Collected data entries ::
-------------------------
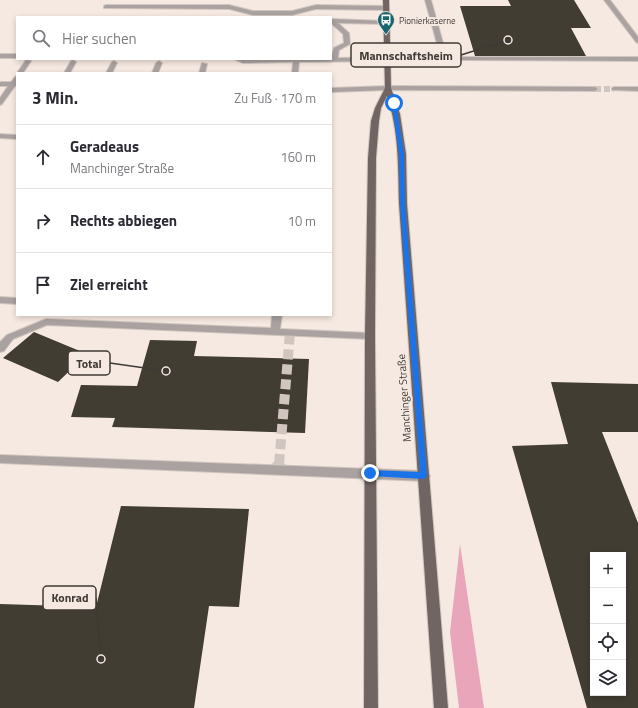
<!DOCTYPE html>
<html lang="de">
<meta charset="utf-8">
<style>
body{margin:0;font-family:"Titillium Web",sans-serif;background:#f7f7f7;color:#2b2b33}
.controls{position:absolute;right:12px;bottom:12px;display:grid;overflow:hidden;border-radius:0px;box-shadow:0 2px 6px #0003}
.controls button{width:36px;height:36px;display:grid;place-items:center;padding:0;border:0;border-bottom:1px solid #e1e1e2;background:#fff;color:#2b2b33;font:20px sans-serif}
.stop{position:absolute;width:12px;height:12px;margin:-9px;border:3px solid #1a73e8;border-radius:50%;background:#fff}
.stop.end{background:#1a73e8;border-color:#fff;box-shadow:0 1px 4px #0008}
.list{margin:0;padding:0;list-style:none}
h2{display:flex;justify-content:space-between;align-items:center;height:52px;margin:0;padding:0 16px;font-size:17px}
h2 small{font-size:13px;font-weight:400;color:#7c7c81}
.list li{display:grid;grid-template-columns:26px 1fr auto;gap:12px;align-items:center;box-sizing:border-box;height:64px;padding:0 16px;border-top:1px solid #e1e1e2}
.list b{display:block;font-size:15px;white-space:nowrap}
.list p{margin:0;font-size:13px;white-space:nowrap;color:#7c7c81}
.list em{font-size:13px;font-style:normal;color:#7c7c81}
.icon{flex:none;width:22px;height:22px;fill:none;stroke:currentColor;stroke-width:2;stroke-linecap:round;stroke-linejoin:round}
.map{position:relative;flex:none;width:638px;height:708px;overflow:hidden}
.search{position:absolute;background:#fff;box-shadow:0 2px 6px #0003;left:16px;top:16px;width:316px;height:44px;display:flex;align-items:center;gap:10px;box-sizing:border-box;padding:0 14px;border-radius:0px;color:#7c7c81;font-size:15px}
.panel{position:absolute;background:#fff;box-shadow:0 2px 6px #0003;left:16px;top:72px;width:316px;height:244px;border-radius:0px}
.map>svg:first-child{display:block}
.green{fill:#e9a5b9}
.building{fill:#413d32;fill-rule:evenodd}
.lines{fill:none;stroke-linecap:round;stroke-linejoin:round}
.minor-tunnel-far2{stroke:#d1c6bf;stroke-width:6;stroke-dasharray:6 3;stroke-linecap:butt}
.minor-tunnel-far1{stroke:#d1c6bf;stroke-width:10;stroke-dasharray:10 5;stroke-linecap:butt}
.minor-tunnel{stroke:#d1c6bf;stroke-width:13;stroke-dasharray:13 6;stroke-linecap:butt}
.minor-casing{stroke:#d1c6bf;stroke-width:2}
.major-casing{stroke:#d1c6bf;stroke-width:2}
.minor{fill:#a9a2a1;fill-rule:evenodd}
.major{fill:#716563;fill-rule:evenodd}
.route{fill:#1a73e8}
.labels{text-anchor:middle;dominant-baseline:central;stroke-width:4;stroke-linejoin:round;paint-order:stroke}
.far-poi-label{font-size:9px;fill:#3f3a36;stroke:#f6e9e1;text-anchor:start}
.street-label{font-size:11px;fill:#3f3a36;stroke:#f6e9e1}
.leader{fill:none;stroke:#3f3a36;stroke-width:1.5}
.callout-dot{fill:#3f3a36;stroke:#f6e9e1;stroke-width:1.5}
.callout{fill:#f6e9e1;stroke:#3f3a36;stroke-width:1.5}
.callout-label{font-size:12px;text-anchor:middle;font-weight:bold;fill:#3f3a36}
</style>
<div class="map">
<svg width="638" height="708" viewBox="0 0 638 708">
<rect width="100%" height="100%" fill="#f6e9e1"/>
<path class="green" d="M 460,544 L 484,708 L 459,708 L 450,632 Z"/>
<path class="building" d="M 508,0 L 574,0 L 591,28 L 571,28 L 586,56 L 475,56 L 460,6 L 511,6 Z
M 34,332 L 87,354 L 58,382 L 3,358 Z
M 150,340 L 197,341 L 194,356 L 309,359 L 305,433 L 112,427 L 115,418 L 71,417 L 81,385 L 137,386 Z
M 551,382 L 638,384 L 638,432 L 602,432 L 638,523 L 638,708 L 587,708 L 512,446 L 568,444 ZM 593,555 L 623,555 L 623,693 L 593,693 Z
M 121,506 L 249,509 L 239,607 L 209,606 L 194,708 L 0,708 L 0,604 L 96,607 Z"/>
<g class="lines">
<path class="minor-tunnel-far2" d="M 595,89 L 614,89"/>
<path class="minor-tunnel-far1" d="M 279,464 L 290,333"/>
<path class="minor-tunnel" d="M 278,471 L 279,463"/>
<defs>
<path id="minor" d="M 425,0 L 431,0 L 445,50 L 460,57 L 638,57 L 638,61 L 458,60 L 448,57 L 439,51 Z
M 604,0 L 610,0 L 638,37 L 638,43 L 636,42 Z
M 106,5 L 229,5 L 253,11 L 292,11 L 316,5 L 385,6 L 388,8 L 385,10 L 316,9 L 292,15 L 253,15 L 229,9 L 104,8 L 104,6 Z
M 331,19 L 387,21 L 387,23 L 385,24 L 338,23 L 349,33 L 350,44 L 339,50 L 338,58 L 388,57 L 391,59 L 388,61 L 299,62 L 298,73 L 292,73 L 293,62 L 243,63 L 234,59 L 331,59 L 334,48 L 344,43 L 343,34 L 331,23 Z
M 0,54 L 17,54 L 17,58 L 0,58 Z
M 26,60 L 31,61 L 23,73 L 17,73 Z
M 73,60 L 76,62 L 70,73 L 64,73 L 71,61 Z
M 114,61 L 117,63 L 112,73 L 106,73 L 112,62 Z
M 159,61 L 162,63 L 158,73 L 152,73 L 156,63 Z
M 202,63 L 207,64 L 205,73 L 199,73 Z
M 17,76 L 17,86 L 15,86 L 2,104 L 0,105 L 0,98 L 8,86 L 0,86 L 0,82 L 11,82 L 15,77 Z
M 388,86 L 595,87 L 598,89 L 595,91 L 388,90 L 331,92 L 331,88 Z
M 614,87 L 638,87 L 638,91 L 612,90 L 612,88 Z
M 0,134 L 17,135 L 17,139 L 0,138 Z
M 0,297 L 17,298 L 17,304 L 0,303 Z
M 272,315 L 282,315 L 280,329 L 370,333 L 375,336 L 370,339 L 47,325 L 13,339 L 4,351 L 0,352 L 0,342 L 7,335 L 46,319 L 271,328 Z
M 0,455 L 424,471 L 428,473 L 430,476 L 428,479 L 424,481 L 0,463 Z"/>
<path id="major" d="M 383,0 L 389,0 L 391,88 L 400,114 L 406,154 L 407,204 L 448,708 L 434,708 L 399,204 C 398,167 399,131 387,96 L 381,108 L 379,121 L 376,158 L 375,336 L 378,708 L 364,708 L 365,336 L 368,158 L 371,121 L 375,108 L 385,88 Z"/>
</defs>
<use href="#minor" class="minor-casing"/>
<use href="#major" class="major-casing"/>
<use href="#minor" class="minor"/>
<use href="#major" class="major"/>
</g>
<path class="route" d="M 394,102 L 396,103 L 404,154 L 405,204 L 427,476 L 424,479 L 370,476 L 367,473 L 370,470 L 420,472 L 400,204 L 399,154 L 392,103 Z"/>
<defs>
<symbol id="bus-pin" viewBox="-11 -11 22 30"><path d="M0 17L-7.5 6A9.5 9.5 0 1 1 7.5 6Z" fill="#19676c" stroke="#f6e9e1"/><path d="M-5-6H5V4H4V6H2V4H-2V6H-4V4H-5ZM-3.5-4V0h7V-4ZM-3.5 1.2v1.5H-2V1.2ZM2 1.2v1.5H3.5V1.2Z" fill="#fff"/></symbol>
</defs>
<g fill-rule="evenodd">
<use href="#bus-pin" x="376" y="10" width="20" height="27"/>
</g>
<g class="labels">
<g class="far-poi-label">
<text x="399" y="20">Pionierkaserne</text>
</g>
<g class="street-label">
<text transform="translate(404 398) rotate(-94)">Manchinger Straße</text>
</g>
</g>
<path class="leader" d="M508 40L461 55M166 371L110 363M101 659L96 598"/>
<g class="callout-dot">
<circle cx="508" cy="40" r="4"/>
<circle cx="166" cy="371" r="4"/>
<circle cx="101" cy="659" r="4"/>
</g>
<g class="callout">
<rect x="351" y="43" width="110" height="24" rx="4"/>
<rect x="68" y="351" width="42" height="24" rx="4"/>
<rect x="43" y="586" width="53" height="24" rx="4"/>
</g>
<g class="callout-label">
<text x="406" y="60">Mannschaftsheim</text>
<text x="89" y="368">Total</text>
<text x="70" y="602">Konrad</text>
</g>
</svg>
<div class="controls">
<button>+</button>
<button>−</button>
<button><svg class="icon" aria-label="locate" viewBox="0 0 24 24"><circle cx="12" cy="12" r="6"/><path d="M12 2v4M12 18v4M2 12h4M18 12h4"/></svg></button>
<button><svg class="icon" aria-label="layers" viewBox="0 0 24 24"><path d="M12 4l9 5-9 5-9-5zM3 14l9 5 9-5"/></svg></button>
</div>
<div class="stop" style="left:394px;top:103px"></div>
<div class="stop end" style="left:370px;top:473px"></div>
<div class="search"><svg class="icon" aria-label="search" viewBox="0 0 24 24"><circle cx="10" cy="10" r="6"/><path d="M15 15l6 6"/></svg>Hier suchen</div>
<section class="panel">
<h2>3 Min.<small>Zu Fuß · 170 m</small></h2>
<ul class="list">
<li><svg class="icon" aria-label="ahead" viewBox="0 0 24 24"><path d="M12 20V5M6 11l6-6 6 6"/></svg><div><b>Geradeaus</b><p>Manchinger Straße</p></div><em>160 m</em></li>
<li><svg class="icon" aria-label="right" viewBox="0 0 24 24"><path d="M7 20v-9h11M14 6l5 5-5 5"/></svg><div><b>Rechts abbiegen</b></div><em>10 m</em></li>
<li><svg class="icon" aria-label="arrive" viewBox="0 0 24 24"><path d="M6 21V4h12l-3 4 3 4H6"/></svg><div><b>Ziel erreicht</b></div></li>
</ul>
</section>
</div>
-------------------------
Copy out, from the records above, every line that holds the string "list".

.list{margin:0;padding:0;list-style:none}
.list li{display:grid;grid-template-columns:26px 1fr auto;gap:12px;align-items:center;box-sizing:border-box;height:64px;padding:0 16px;border-top:1px solid #e1e1e2}
.list b{display:block;font-size:15px;white-space:nowrap}
.list p{margin:0;font-size:13px;white-space:nowrap;color:#7c7c81}
.list em{font-size:13px;font-style:normal;color:#7c7c81}
<ul class="list">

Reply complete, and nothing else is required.